Jimmy knows this didn’t happen, and he knows the only other man there there that knew he was unconscious was the second, masked clown that helped Twisty and nearly sawed Maggie the grifter/fake fortune teller in half.
Jimmy gets desperate now, and in the argument Dandy lets it slip he read Dot’s diary and knows she wants the surgery. He says he’ll never allow it.
“Cause you’d never cut a girl in half, would you Dandy?” Jimmy teases, which makes Dandy explode, red and screaming.
That’s enough to get Dot to leave, and Bette tearfully agrees to go with her sister. Dandy is furious.
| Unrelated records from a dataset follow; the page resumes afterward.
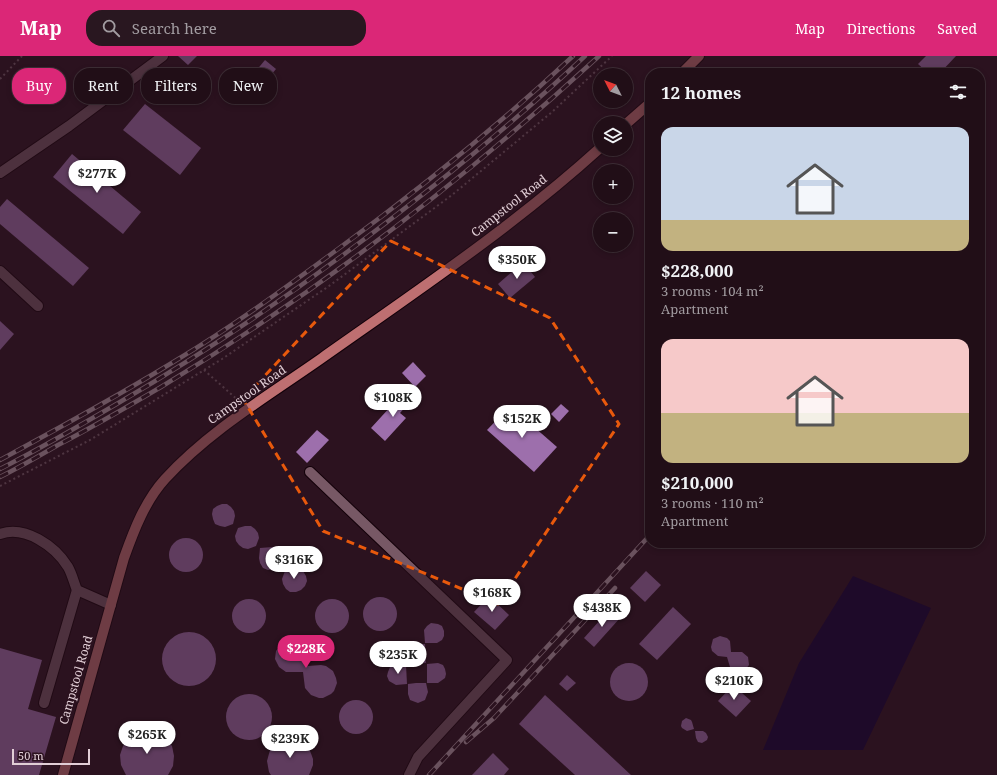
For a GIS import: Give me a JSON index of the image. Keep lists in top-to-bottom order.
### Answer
{
  "streets": {
    "main road": ["Campstool Road"]
  },
  "scale_bar": "50 m",
  "north": "top left",
  "page": {
    "header": "Map",
    "search": "Search here",
    "nav": ["Map", "Directions", "Saved"],
    "map_buttons": ["+", "−"],
    "chip": [
      "Buy",
      "Rent",
      "Filters",
      "New"
    ],
    "heading": "12 homes",
    "list": [
      {
        "name": "$228,000",
        "note": "3 rooms · 104 m² · Apartment"
      },
      {
        "name": "$210,000",
        "note": "3 rooms · 110 m² · Apartment"
      }
    ],
    "price": [
      "$277K",
      "$350K",
      "$108K",
      "$152K",
      "$316K",
      "$168K",
      "$438K",
      "$228K",
      "$235K",
      "$210K",
      "$265K",
      "$239K"
    ],
    "scale": "50 m"
  }
}
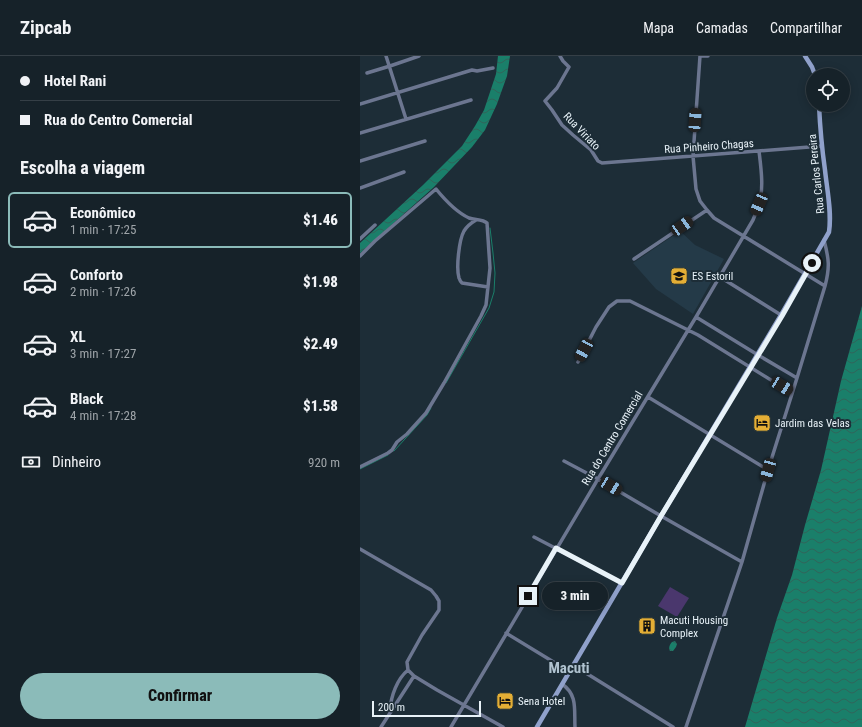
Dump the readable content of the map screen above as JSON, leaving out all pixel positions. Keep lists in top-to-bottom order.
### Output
{
  "streets": {
    "street": [
      "Rua Viriato",
      "Rua Pinheiro Chagas",
      "Rua Carlos Pereira",
      "Rua do Centro Comercial"
    ]
  },
  "crossings": [
    ["Rua Viriato", "Rua Pinheiro Chagas"],
    ["Rua Pinheiro Chagas", "Rua Carlos Pereira"],
    ["Rua Pinheiro Chagas", "Rua do Centro Comercial"]
  ],
  "districts": ["Macuti"],
  "places": {
    "school or university": ["ES Estoril"],
    "hotel": ["Jardim das Velas", "Sena Hotel"],
    "building": ["Macuti Housing Complex"]
  },
  "scale_bar": "200 m",
  "page": {
    "header": "Zipcab",
    "nav": ["Mapa", "Camadas", "Compartilhar"],
    "banner": ["Hotel Rani", "Rua do Centro Comercial"],
    "heading": "Escolha a viagem",
    "list": [
      {
        "name": "Econômico",
        "note": "1 min · 17:25",
        "value": "$1.46"
      },
      {
        "name": "Conforto",
        "note": "2 min · 17:26",
        "value": "$1.98"
      },
      {
        "name": "XL",
        "note": "3 min · 17:27",
        "value": "$2.49"
      },
      {
        "name": "Black",
        "note": "4 min · 17:28",
        "value": "$1.58"
      }
    ],
    "pay": ["Dinheiro", "920 m"],
    "bubble": "3 min",
    "buttons": "Confirmar",
    "scale": "200 m"
  }
}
We cut to a music video of sorts where Jimmy and some of the other freaks are practicing Nirvana’s “Come as You Are” for Elsa. There are a couple of key cutaways.
The first is Penny taking care of Paul the Illustrated Seal, who seems to be recovering well enough from when Elsa attempted to murder him by throwing a dagger through his gut in her knife-throwing act.
The second is Dell the strongman at the local gay bar, looking for his lover. He doesn’t find him because he’s the hustler that Dandy dismembered.
When the bartender unwisely suggests that you never fall in love with a hustler, Dell nearly cracks his head open by slamming it on the bar. From across the room Stanley the grifter is watching, and sees an opportunity for his plan to kill some of the freaks at the freak show and ship their remains to the American Morbidity Museum for big bucks.
When the song ends Elsa hates it, but Jimmy stands up to her and says he’s not changing it. He also confronts her about selling the twins and it looks like there’s enough evidence for the freaks to finally turn on Elsa.
But then Dot and Bette enter and stick up for Elsa. They lie and say that Elsa took them to Dandy because they wanted to go.
Ethel the Bearded Lady and Desiree the, uh, woman with three boobs and ambiguous genitalia, are happy to visit the kindly old doctor they’ve been seeing. Ethel because although she’s dying, the doctor is kind. Desiree because the doctor is willing to do some gender reassignment surgery to bring her sexual characteristic in line with other women.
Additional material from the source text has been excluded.